- The task -
Search the entries for the word "labels". Copy every line where it turns up.

--- Given records ---

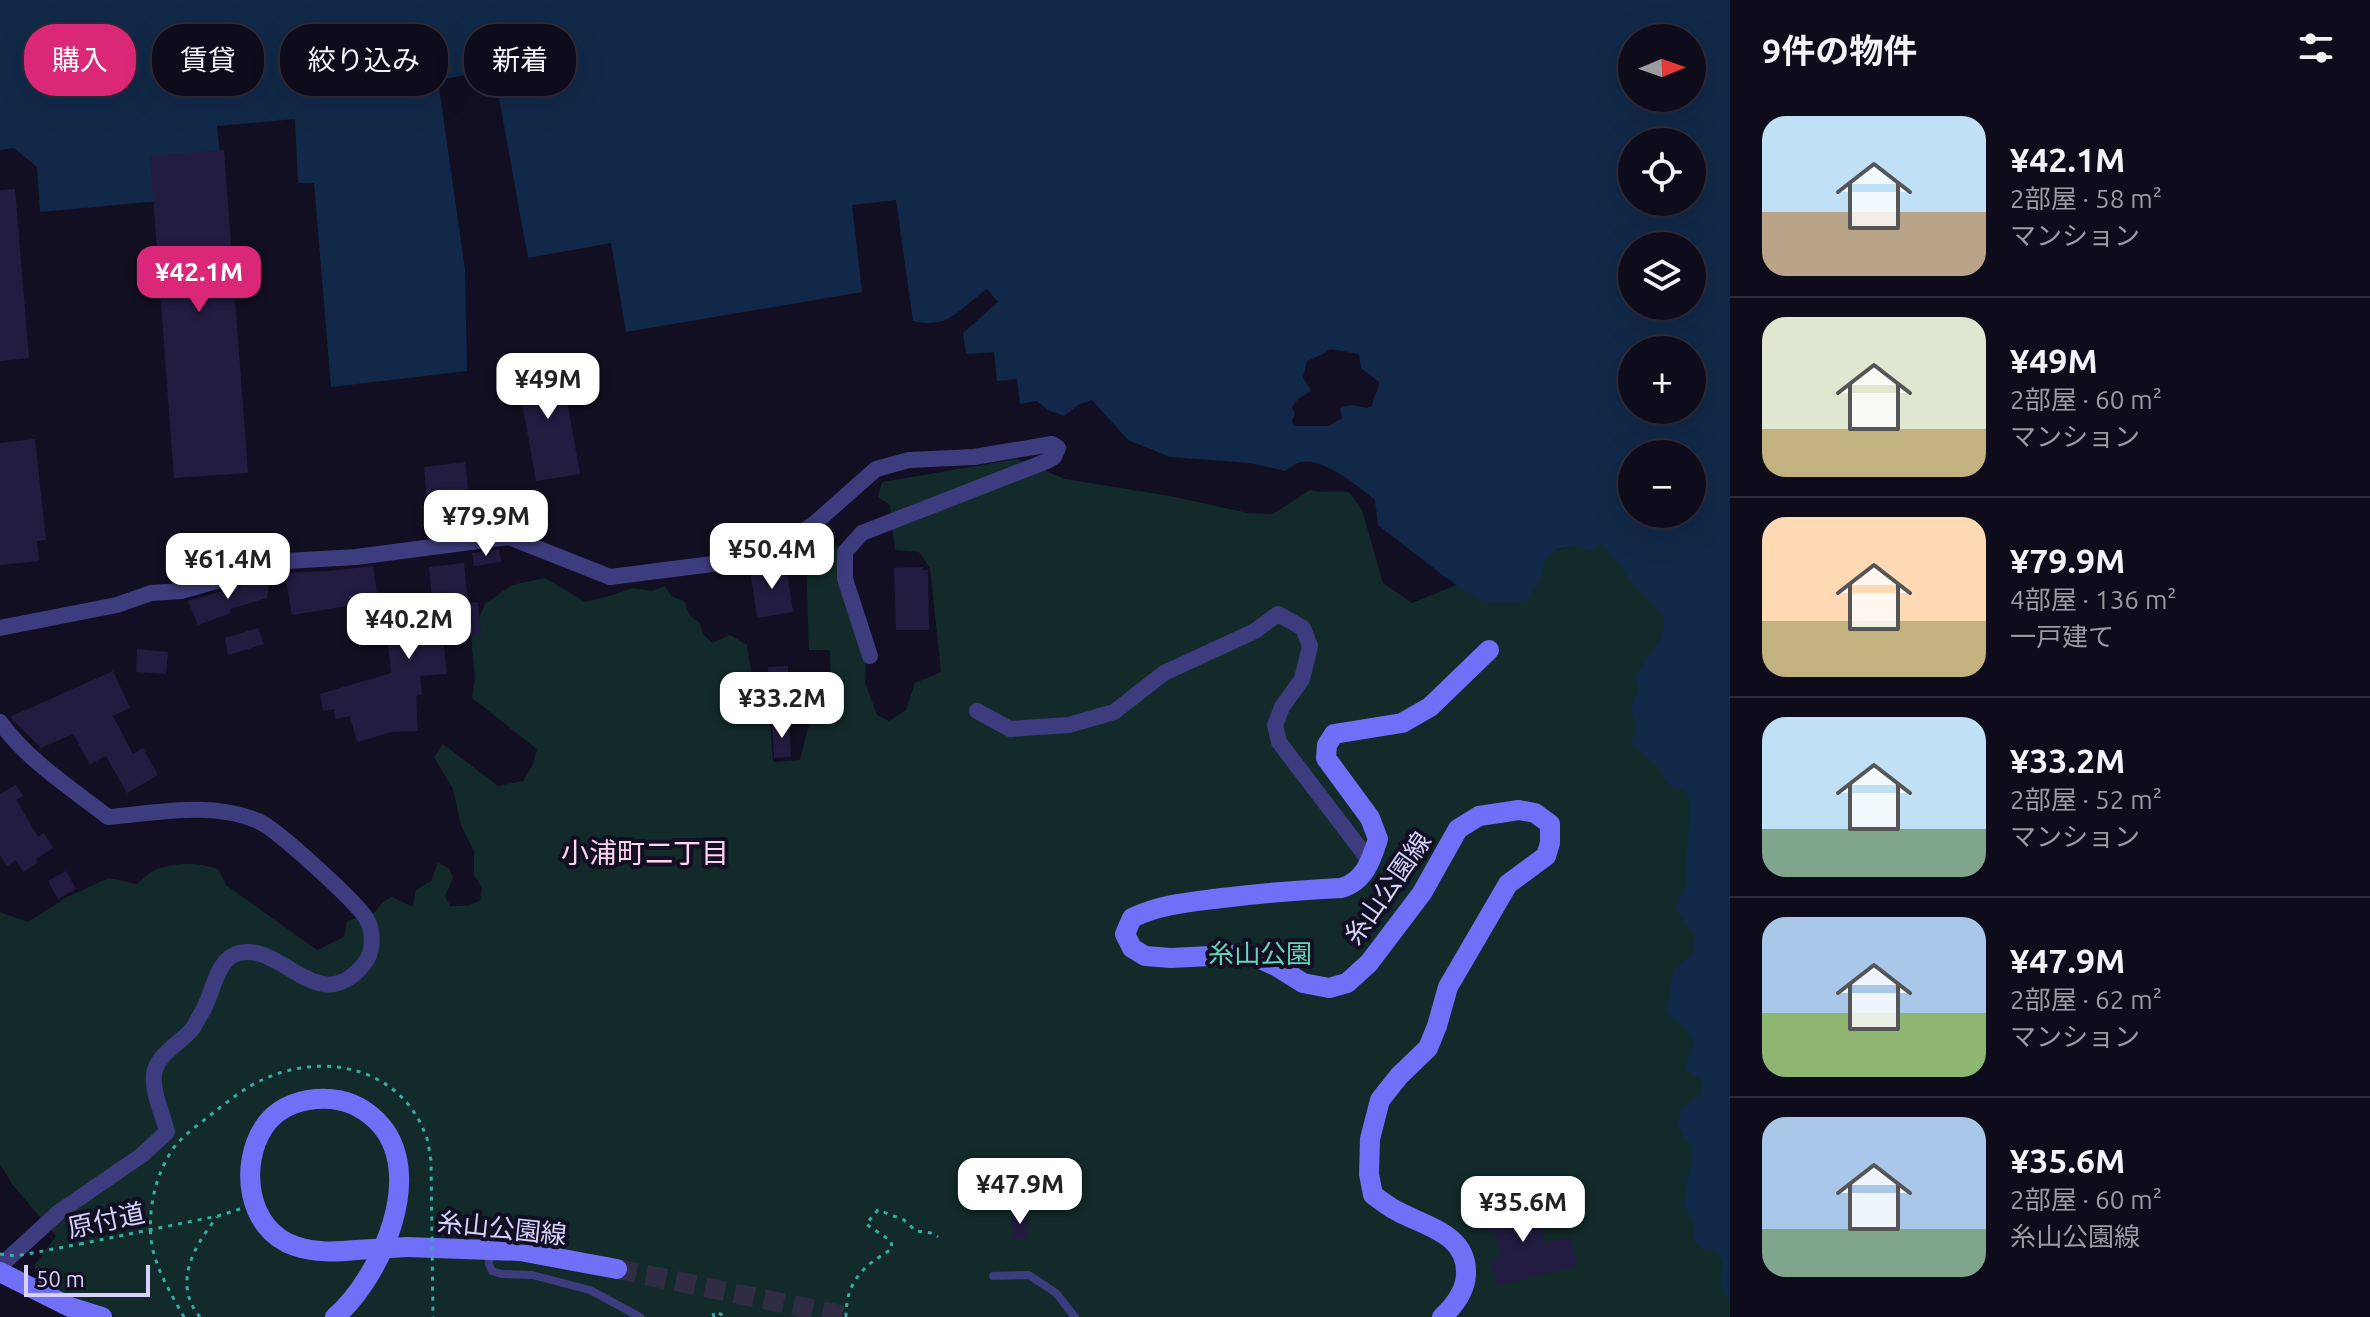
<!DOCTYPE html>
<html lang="ja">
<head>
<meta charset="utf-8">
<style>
  body { margin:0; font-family:Ubuntu,"Noto Sans JP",sans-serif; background:#171423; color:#f1f3f6; height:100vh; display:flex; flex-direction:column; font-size:30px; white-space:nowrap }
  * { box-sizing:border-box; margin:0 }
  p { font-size:26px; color:#9b9ba2 }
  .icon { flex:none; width:44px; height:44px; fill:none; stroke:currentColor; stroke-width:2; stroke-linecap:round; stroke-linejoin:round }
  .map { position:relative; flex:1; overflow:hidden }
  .drawer { display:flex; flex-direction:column; background:#0e0b1a; width:640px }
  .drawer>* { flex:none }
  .top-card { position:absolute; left:24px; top:24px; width:760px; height:72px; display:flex; gap:16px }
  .needle { width:52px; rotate:88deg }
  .controls { position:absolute; left:1618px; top:24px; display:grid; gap:16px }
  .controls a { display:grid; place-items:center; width:88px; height:88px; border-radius:50%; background:#0e0b1a; box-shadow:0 8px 32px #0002,0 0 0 2px #2e2b39; font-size:40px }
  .scale { position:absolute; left:24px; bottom:20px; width:126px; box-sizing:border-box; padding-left:8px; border:4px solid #d6d2fc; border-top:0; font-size:22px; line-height:28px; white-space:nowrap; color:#d6d2fc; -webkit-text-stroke:6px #120f22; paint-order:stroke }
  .price { position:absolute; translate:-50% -68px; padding:0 18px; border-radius:16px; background:#fff; color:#222; font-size:26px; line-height:52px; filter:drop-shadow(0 2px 4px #0008) }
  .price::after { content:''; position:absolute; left:50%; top:48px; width:24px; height:18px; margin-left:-12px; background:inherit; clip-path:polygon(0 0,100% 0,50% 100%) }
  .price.selected { background:#db2777; color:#fff }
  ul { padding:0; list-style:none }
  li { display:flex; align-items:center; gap:24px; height:200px; padding:0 32px }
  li+li { border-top:2px solid #2e2b39 }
  li span { display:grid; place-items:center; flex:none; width:224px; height:160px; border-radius:24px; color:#555 }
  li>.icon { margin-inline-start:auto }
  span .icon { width:96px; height:96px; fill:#fffc; stroke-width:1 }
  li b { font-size:34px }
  h2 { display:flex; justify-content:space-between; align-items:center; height:96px; padding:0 32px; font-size:34px }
  .pill { padding:0 28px; border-radius:32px; background:#0e0b1a; box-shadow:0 8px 32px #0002,0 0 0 2px #2e2b39; font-size:28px; line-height:72px }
  .pill.selected { background:#db2777; color:#fff }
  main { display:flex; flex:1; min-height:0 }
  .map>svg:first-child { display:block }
  .green { fill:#122b2a }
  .water { fill:#112848; fill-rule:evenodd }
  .building { fill:#231c41 }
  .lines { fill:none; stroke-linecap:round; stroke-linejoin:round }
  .secondary-tunnel { stroke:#2f2c43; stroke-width:20; stroke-dasharray:20 10; stroke-linecap:butt }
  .path { stroke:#35ada3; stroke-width:3; stroke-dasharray:4 6; stroke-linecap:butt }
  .lane { stroke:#3d3c7e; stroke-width:8 }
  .street { stroke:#3d3c7e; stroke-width:16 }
  .secondary { stroke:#6f6ff7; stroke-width:20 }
  .path-bridge { stroke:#35ada3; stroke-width:3; stroke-dasharray:4 6; stroke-linecap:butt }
  .secondary-bridge { stroke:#6f6ff7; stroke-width:20 }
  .labels { text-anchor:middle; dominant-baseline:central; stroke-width:8; stroke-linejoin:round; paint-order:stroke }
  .street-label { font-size:26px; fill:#d6d2fc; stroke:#120f22 }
  .park-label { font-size:26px; fill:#62d8b8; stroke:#120f22 }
  .neighbourhood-label { font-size:28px; fill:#fdd4ef; stroke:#120f22 }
</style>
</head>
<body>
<main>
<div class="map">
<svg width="1730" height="1317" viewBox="0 0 1730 1317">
  <rect width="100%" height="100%" fill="#120f22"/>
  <path class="green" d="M1017,459l48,20 105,17 78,17 25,1 37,-24c14,4 25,-1 40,3l12,17 21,73 29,20 104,-42 114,-31 100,227v560h-1614l-41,-17 -37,-23 -4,-11 22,-30 -44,-52 -12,-20v-252l28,10 39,-25 42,-19 28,6c5,-4 10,-10 16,-13 18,-9 49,-9 66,-1l7,15 91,65 27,-13 3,-16 27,-8 9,-11 9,-5 21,10 3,-17 15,-9 7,-18 11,5 4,10 -8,18 5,10h16l14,-5 2,-14 -8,-12v-24l-13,-26 -8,-36 -19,-32 9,-13 55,42 25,-5 10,-17 4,-15 -65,-51 3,-20 -4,-41 14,-33 27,-19 33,-7 40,24 28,-7 19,-7 20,3 13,-5 7,11 12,4 6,15 10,7 3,11 9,9 18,-8 17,10 10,64 13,13 3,40 27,-2 10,-40 21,-15 -1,-55h-21l-3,-88 17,-14 20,-2 23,113 -1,24 12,32 12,6 17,-11 9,-27 26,-11 -11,-104 -11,-16 -24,-2 -5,-45 -12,-8 4,-15z"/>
  <path class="water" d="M0,0h1730v1300c-12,-9 -10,-23 -7,-37l-8,-13 -12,-1 -9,-7v-18l-10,-19 2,-22 6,-18v-19c-20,-21 -19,-37 8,-50l3,-15 -19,-12 10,-26 -7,-13 -20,-18 6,-42 21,-17 1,-16 -20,-29 12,-24 -2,-18 6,-59 -6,-16 -17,-6 -11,-19 -27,-24 7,-11 -6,-24 7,-17 -3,-13 27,-40 2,-19c-9,-13 -16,-17 -26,-28 -14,-16 -21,-32 -37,-46l-12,7 -14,-5 -18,3 -13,13 -3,16 -15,24 -42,1 -39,-26 -67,-52 -3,-25c-16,-13 -51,-42 -73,-38 -5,0 -12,6 -17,9l-35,-8 -80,-6 -42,-17 -36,-40 -14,5 -14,11 -16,-6 -11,-9 -17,3 -3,-25 -20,2 -3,-29 -28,2 -3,-21 35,-31 -11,-13c-27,19 -38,41 -74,32l-17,-121 -44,5 10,87 -236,40 -15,-89 -83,15 -34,-188 -56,10 27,190 2,101 -136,16 -17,-204h-16l-3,-64 -78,7 7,69 -184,17 -3,-45 -23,-19 -14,2zM1632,38h60v60h-60zM1632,142h60v60h-60zM1632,246h60v60h-60zM1330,349l29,5 2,14 18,14c0,9 -6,14 -7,24l-5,2c-10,-2 -18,-5 -27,1l2,9 -13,8h-35l-2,-6 3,-6 -3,-7 6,-8 13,-8 -8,-14 4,-16 16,-7zM1632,350h60v60h-60zM1632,454h60v60h-60z"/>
  <g class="building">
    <polygon points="224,150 248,473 174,478 150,156"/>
    <polygon points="15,189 29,358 0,361 0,190"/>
    <polygon points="560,361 580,474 536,481 516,368"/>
    <polygon points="35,439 46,540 37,541 39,561 0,565 0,443"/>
    <polygon points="465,462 469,495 427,500 424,467"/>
    <polygon points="499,549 501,562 474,566 472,553"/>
    <polygon points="464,563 468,603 478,602 481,636 443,640 447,674 420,676 422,695 416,696 418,731 392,732 357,742 350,716 335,719 334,709 323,711 320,694 391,673 386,625 434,620 429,567"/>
    <polygon points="786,564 793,612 757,618 750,570"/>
    <polygon points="373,566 378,601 292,615 285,573 329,571"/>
    <polygon points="923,567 923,570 928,570 929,630 896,630 894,568"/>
    <polygon points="270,577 267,598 230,609 231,613 198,625 188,601"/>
    <polygon points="258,628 264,644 228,655 225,638"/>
    <polygon points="137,649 168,652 166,674 136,672"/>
    <polygon points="788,666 788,683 796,683 796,699 769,699 768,667"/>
    <polygon points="113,671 130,708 113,716 133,754 143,748 158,775 127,793 106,756 90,764 73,734 41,748 10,717"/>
    <polygon points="789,722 791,757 774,758 772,724"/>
    <polygon points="16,785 23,796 16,800 38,837 44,833 53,848 36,859 38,862 23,872 16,860 7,866 0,855 0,794"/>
    <polygon points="66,871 76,889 58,899 48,881"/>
    <polygon points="1500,1197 1533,1214 1536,1230 1541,1228 1545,1243 1570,1237 1578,1266 1498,1286 1490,1260 1501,1257 1495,1234 1475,1223 1490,1198 1498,1202"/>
    <polygon points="1027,1213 1028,1239 1012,1239 1011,1214"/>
  </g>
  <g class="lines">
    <polyline class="secondary-tunnel" points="617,1269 850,1317"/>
    <g class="path">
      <polyline points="80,1244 218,1216 240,1209"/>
      <path d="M200,1317c-28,-33 -6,-71 17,-100"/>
      <polyline points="714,1317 713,1313 718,1313 727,1317"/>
      <path d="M846,1317c0,-36 17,-51 46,-68l-1,-8 -25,-17 12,-14 26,10 12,11 15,2 7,4"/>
    </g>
    <g class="lane">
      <polyline points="490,1250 489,1264 492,1271 502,1274 532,1275 590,1290 640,1317"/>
      <polyline points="993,1276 1029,1275 1056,1293 1075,1317"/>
    </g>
    <g class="street">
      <polyline points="0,628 117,605 151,593 181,591 286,561 356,557 509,537 610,577 744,560 773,550 814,524 876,469 909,460 974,457 1052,444 1058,448 1054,457 1047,461 862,533 845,552 845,579 870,656"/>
      <polyline points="977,711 1010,729 1069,725 1114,712 1164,673 1255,631 1278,614 1303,628 1310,646 1302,679 1282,707 1275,725 1279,742 1371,863"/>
      <path d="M0,722c28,39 71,66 108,95 49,-4 104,-16 150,4 18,7 98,81 108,97 8,13 8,34 -2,46 -45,56 -82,-22 -125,-11 -23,5 -26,42 -37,59 -3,5 -6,11 -9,16 -12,15 -36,26 -39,46 -2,19 9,40 13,58l-25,23 -83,57 -59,54"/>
    </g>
    <g class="secondary">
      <polyline points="407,1247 520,1251 617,1269"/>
      <polyline points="0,1272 70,1307 102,1317"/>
      <path d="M335,1317c46,-40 93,-145 42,-196 -17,-17 -38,-24 -61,-22 -21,2 -40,10 -52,28 -25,38 -17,103 31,119 21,7 40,6 61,4"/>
      <path d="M1442,1317c13,-12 23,-25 24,-42 2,-40 -38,-48 -67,-63 -9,-4 -17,-11 -26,-17l-4,-21 1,-35 10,-39 19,-24 29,-28 9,-22 11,-39 60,-103 38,-28 4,-13v-19l-15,-11 -16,-3 -40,6 -21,13 -36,64 -53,70 -22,20 -18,5 -26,-5 -27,-17 -27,-12 -78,4 -26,-2 -13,-8 -7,-14 7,-16c28,-14 59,-16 90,-20 40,-5 79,-8 119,-10 23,-6 30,-27 37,-49l-8,-21 -44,-60 1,-13 7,-11 68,-11 28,-16 59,-57"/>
    </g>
    <g class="path-bridge">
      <polyline points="0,1254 16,1256 80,1244"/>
      <path d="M184,1317c-13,-23 -30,-51 -33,-78 -3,-32 5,-67 24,-93 11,-13 28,-25 42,-36 14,-11 29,-23 45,-30 61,-29 139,-13 164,56 3,7 3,16 5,24l2,157"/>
    </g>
    <polyline class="secondary-bridge" points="356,1250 407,1247"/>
  </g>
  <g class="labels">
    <g class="street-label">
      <text transform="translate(1387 888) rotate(-55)">糸山公園線</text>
      <text transform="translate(106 1220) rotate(-12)">原付道</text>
      <text transform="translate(502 1228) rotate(6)">糸山公園線</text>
    </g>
    <g class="park-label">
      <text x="1260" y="953">糸山公園</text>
    </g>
    <g class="neighbourhood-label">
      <text x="645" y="852">小浦町二丁目</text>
    </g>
  </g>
</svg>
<div class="controls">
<a><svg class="needle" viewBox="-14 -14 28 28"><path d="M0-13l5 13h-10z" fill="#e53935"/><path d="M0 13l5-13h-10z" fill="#9b9ba2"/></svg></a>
<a><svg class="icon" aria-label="locate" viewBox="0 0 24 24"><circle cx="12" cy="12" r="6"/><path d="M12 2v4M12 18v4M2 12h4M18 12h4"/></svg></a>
<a><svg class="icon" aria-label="layers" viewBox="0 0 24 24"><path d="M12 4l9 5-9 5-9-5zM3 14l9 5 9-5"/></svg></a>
<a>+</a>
<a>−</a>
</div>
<div class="scale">50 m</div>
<b class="price selected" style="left:199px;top:314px">¥42.1M</b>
<b class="price" style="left:548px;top:421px">¥49M</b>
<b class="price" style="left:486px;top:558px">¥79.9M</b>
<b class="price" style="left:772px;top:591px">¥50.4M</b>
<b class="price" style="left:228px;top:601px">¥61.4M</b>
<b class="price" style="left:409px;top:661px">¥40.2M</b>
<b class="price" style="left:782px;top:740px">¥33.2M</b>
<b class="price" style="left:1020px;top:1226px">¥47.9M</b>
<b class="price" style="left:1523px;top:1244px">¥35.6M</b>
<div class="top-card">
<a class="pill selected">購入</a>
<a class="pill">賃貸</a>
<a class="pill">絞り込み</a>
<a class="pill">新着</a>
</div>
</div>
<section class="drawer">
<h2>9件の物件<svg class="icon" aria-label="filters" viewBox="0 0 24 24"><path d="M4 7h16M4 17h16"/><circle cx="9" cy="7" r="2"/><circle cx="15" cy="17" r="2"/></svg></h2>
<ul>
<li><span style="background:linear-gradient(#bfe0f5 60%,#b9a48a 0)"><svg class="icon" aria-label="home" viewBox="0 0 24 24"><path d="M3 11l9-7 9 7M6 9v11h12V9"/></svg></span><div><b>¥42.1M</b><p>2部屋 · 58 m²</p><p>マンション</p></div></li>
<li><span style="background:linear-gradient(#dfe7d0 70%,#c2b280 0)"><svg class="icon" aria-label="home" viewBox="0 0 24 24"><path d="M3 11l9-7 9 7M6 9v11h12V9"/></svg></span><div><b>¥49M</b><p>2部屋 · 60 m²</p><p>マンション</p></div></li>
<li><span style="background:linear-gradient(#ffd9b3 65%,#c2b280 0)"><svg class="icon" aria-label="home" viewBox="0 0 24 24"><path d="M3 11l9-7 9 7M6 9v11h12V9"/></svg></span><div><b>¥79.9M</b><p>4部屋 · 136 m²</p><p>一戸建て</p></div></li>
<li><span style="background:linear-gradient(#bfe0f5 70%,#7fa58c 0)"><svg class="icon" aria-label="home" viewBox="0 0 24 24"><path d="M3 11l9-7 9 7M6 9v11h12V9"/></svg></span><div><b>¥33.2M</b><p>2部屋 · 52 m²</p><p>マンション</p></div></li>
<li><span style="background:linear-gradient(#a9c7e8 60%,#8fb573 0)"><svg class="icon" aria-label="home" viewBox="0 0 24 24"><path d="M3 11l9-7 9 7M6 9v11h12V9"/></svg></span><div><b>¥47.9M</b><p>2部屋 · 62 m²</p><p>マンション</p></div></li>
<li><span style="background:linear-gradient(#a9c7e8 70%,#7fa58c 0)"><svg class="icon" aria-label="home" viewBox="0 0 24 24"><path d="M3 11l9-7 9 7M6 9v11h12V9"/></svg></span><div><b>¥35.6M</b><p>2部屋 · 60 m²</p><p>糸山公園線</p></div></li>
</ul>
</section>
</main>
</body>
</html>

---

- Output for this task -
  .labels { text-anchor:middle; dominant-baseline:central; stroke-width:8; stroke-linejoin:round; paint-order:stroke }
  <g class="labels">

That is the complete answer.